Even with the best scenario – Democratic control of both houses of Congress – on Wednesday morning, November 8, we will find that:
* The Patriot Act will be intact, with its unprecedented intrusions upon our privacy and its shift of power from the courts and the Congress to the "unitary Presidency."
* Also the Military Commissions Act, with its effective repeal of Habeas Corpus and at least five articles of the Bill of Rights, and its implied power of the President to summarily arrest and "disappear" any American citizen.
* Absent a veto-proof majority, these legislative atrocities can not be rescinded.
* Bush will continue to issue signing statements through which, in effect, he claims the privilege to disregard acts of Congress at will.
* Not many acts of a Democratic Congress are likely to get past Bush's veto pen.
* Challenges in court to Bushevik attacks on the Constitution will become more uncertain as more and more "loyal" regressive judges are appointed to the federal courts.
In sum, the Democrats would take control of a Congress that Bush and the GOP have almost made irrelevant. That Congress would be dealing with a "unitary President" who has been given, for all practical purposes, dictatorial power, including the power to declare martial law on his own.
However, both Houses of the Congress have the function of "oversight," which includes the authority to subpoena evidence and to compel testimony under oath, with the threat of criminal prosecution for perjury and contempt of Congress. This is the role of the Congress that the Bush regime has the greatest reason to fear. We can be confident that the GOP will take extraordinary measures to escape the oversight of a Democratic Congress. Foremost among these measures, of course, is the proven ability to steal elections, and to do so without fear of investigation and disclosure by the mainstream media.
However, the costs and the risks of stealing one more election could be exorbitant or even fatal to the Republicans. Thus the Bush regime and the Republicans face a daunting, no-win dilemma next Tuesday. On the one hand, they can allow the election to proceed with minimal "finagling," in which case they are almost certain to lose the House and possibly the Senate as well, with the dire consequences noted above.
On the other hand, they might "put the fix in" one more time. But if so, they will do so at enormous risk. In none of the previous stolen elections – 2000, 2002 and 2004 – have the Republicans faced such dismal polling results or an angrier public. If, by both hook and crook, they squeak by this time, the Republicans will have a lot of "splainin'" to do, and they will have to do that splainin' to a much more aroused and skeptical public. Despite a determined effort by the GOP and the mainstream media to ignore the issue of election fraud or, when pressed, to debunk it, fully half of the public has at least some doubt that the 2004 election was fairly won by Bush and the Republicans. And in another poll, just released by the Gallup organization only one fourth of the public is "very confident" that the votes will be accurately counted. With another statistically impossible Republican "miracle," that public disbelief may grow to explosive proportions.

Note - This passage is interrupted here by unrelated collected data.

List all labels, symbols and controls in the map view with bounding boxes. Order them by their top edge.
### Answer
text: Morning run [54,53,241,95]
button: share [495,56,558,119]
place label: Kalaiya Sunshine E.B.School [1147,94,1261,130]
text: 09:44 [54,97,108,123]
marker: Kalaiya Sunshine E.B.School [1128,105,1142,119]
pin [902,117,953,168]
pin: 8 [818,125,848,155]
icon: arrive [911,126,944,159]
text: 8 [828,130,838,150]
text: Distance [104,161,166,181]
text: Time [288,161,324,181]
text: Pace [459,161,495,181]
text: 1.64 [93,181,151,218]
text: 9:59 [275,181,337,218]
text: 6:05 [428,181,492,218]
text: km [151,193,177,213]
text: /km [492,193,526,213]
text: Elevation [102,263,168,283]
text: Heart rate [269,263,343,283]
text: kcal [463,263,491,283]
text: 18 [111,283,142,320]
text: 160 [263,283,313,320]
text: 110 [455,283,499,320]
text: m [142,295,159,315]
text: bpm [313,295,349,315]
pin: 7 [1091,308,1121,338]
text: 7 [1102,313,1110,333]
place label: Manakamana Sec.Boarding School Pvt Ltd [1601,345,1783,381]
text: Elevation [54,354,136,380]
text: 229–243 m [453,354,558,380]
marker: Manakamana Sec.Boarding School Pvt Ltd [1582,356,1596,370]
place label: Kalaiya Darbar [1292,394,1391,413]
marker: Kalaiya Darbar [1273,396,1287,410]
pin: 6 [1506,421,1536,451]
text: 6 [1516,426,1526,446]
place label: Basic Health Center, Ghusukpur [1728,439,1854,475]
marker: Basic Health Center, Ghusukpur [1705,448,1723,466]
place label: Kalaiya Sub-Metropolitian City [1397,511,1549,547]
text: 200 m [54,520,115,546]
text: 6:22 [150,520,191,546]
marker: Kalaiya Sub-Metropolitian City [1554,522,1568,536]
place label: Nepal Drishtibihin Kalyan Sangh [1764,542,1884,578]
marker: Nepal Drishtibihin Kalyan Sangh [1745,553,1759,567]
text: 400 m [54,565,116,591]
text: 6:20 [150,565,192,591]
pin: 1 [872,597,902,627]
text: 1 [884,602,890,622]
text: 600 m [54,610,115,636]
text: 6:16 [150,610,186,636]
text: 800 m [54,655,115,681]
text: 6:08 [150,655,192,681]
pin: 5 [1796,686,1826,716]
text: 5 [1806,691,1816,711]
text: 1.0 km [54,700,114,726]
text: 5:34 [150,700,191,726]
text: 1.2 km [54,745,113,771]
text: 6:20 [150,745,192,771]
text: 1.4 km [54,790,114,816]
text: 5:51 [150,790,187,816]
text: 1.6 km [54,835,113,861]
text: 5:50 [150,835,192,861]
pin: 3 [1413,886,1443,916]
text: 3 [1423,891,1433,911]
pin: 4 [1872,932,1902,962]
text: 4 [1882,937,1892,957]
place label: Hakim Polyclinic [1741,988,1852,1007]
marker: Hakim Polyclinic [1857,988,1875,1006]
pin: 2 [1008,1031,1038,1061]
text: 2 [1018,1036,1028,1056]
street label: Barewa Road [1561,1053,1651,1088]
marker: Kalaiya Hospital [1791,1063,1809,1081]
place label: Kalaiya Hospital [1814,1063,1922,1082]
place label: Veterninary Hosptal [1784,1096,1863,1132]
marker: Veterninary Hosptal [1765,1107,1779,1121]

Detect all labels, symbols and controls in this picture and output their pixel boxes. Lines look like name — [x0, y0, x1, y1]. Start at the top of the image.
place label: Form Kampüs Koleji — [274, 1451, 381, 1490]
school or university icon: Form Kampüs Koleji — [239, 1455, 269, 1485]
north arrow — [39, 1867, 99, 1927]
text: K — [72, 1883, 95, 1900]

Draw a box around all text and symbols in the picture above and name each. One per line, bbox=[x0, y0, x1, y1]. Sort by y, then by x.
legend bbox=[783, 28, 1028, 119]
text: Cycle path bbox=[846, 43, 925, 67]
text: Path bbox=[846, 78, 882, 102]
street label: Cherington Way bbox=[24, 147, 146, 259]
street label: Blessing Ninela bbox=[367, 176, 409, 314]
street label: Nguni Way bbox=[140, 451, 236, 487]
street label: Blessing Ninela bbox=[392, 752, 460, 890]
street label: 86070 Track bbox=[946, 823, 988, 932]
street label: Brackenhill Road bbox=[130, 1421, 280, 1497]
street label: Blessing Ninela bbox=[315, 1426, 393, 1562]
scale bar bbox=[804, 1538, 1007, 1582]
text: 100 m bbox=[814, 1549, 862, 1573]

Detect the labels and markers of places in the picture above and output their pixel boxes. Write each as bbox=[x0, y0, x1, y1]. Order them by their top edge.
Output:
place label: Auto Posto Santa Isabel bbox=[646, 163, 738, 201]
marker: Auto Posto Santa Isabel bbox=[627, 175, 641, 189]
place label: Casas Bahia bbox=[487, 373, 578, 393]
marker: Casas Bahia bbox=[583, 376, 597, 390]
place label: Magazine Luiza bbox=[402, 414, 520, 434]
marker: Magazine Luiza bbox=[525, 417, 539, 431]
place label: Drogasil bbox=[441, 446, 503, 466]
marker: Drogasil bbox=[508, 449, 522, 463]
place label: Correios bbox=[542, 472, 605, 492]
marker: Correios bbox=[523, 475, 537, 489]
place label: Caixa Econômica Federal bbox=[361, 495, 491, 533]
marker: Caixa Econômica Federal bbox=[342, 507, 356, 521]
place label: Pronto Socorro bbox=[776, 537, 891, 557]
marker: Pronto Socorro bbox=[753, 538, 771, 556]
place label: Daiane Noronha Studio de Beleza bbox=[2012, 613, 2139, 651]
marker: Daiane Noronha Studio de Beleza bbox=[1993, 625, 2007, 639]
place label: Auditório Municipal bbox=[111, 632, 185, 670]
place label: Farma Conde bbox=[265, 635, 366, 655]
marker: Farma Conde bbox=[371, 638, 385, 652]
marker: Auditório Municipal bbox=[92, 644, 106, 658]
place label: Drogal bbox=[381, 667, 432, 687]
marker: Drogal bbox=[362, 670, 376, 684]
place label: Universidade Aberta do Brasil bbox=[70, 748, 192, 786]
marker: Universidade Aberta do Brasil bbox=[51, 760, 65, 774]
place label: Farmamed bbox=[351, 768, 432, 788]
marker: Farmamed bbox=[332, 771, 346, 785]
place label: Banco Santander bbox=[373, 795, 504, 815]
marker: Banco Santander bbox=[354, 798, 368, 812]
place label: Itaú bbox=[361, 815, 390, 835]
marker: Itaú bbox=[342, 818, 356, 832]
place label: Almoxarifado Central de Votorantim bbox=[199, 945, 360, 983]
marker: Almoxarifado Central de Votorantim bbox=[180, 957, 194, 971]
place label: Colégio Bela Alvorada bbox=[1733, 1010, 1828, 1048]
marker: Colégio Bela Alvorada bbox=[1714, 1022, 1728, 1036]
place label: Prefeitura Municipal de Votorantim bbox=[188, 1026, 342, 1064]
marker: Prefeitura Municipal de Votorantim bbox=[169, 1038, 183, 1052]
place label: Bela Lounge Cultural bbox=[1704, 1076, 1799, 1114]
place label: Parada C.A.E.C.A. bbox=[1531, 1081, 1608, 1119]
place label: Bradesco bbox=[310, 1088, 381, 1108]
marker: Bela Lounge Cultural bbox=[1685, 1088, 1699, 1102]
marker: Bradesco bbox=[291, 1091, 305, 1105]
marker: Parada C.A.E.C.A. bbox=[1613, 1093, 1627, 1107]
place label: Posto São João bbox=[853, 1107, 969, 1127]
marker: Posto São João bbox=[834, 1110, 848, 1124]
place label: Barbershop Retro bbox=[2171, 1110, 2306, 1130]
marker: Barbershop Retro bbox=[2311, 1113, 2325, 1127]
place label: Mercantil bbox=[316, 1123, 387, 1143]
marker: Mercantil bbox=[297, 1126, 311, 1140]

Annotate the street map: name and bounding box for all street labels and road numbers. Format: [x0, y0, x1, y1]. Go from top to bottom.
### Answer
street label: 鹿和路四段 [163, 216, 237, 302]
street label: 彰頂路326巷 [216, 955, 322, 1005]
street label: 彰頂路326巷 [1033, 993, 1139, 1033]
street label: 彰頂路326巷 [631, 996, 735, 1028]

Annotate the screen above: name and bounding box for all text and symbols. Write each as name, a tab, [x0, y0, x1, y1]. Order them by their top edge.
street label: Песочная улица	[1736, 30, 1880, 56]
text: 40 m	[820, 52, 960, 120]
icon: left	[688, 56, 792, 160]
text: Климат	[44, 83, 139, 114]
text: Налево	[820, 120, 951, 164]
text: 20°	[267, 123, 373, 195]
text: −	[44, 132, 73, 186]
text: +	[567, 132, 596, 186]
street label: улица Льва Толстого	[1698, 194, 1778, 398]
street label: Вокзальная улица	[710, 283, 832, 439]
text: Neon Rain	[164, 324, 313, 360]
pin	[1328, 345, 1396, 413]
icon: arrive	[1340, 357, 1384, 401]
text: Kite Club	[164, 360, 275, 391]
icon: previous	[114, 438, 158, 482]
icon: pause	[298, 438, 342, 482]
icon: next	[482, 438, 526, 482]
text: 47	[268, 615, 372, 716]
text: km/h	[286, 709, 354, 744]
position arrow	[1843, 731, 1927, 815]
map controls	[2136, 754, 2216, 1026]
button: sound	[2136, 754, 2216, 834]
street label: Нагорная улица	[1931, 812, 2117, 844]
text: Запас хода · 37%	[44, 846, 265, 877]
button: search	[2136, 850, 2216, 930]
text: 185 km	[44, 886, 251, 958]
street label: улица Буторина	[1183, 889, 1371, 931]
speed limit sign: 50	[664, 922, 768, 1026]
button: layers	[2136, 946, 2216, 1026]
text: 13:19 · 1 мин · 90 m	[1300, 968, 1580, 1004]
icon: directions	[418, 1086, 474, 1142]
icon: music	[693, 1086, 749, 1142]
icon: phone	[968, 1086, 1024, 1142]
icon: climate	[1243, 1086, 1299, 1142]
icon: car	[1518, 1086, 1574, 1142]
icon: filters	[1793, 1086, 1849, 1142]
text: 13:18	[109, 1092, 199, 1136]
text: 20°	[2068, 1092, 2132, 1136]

Given their thumb on the election scales, the Republicans apparently have a lock on the Senate. There are enough close contests that a plausible 4 point boost above the polls can save their seats in Tennessee, Virginia, Missouri and turn the D's to R's in New Jersey and Maryland. Two or three such "victories" will keep the GOP in control of the Senate.
The House of Representatives, however, is a different story. There the tide is decisively toward the Democrats, and the public dissatisfaction that drives it is huge and so conspicuous that even the mainstream media is reporting it, along with the expectation that this time the Democrats will surely take the House. The concocted "miracle upset" that would stem this tide would be so implausible that it would severely erode what's left of the public confidence in the elections and public trust of the Republicans. In addition, the credibility of the mainstream media would be severely compromised. Accordingly, with continued control of the Congress, the GOP would have a very angry public on its hands.
Even so, my guess is that loss of the House, and the consequent oversight investigations, are the greater danger to the Busheviks, and that they will opt for the lesser evil – another electoral robbery, then hope that a cooperative mainstream media and perchance another "national emergency" (possibly an attack on Iran) will defuse the national outrage.
Dr. Ernest Partridge is a consultant, writer and lecturer in the field of Environmental Ethics and Public Policy. Partridge has taught philosophy at the University of California, and in Utah, Colorado and Wisconsin. He publishes the website, "The Online Gadfly" (www.igc.org/gadfly) and co-edits the progressive website, "The Crisis Papers" (www.crisispapers.org). His book in progress, "Conscience of a Progressive," can be seen at www.igc.org/gadfly/progressive/^toc.htm .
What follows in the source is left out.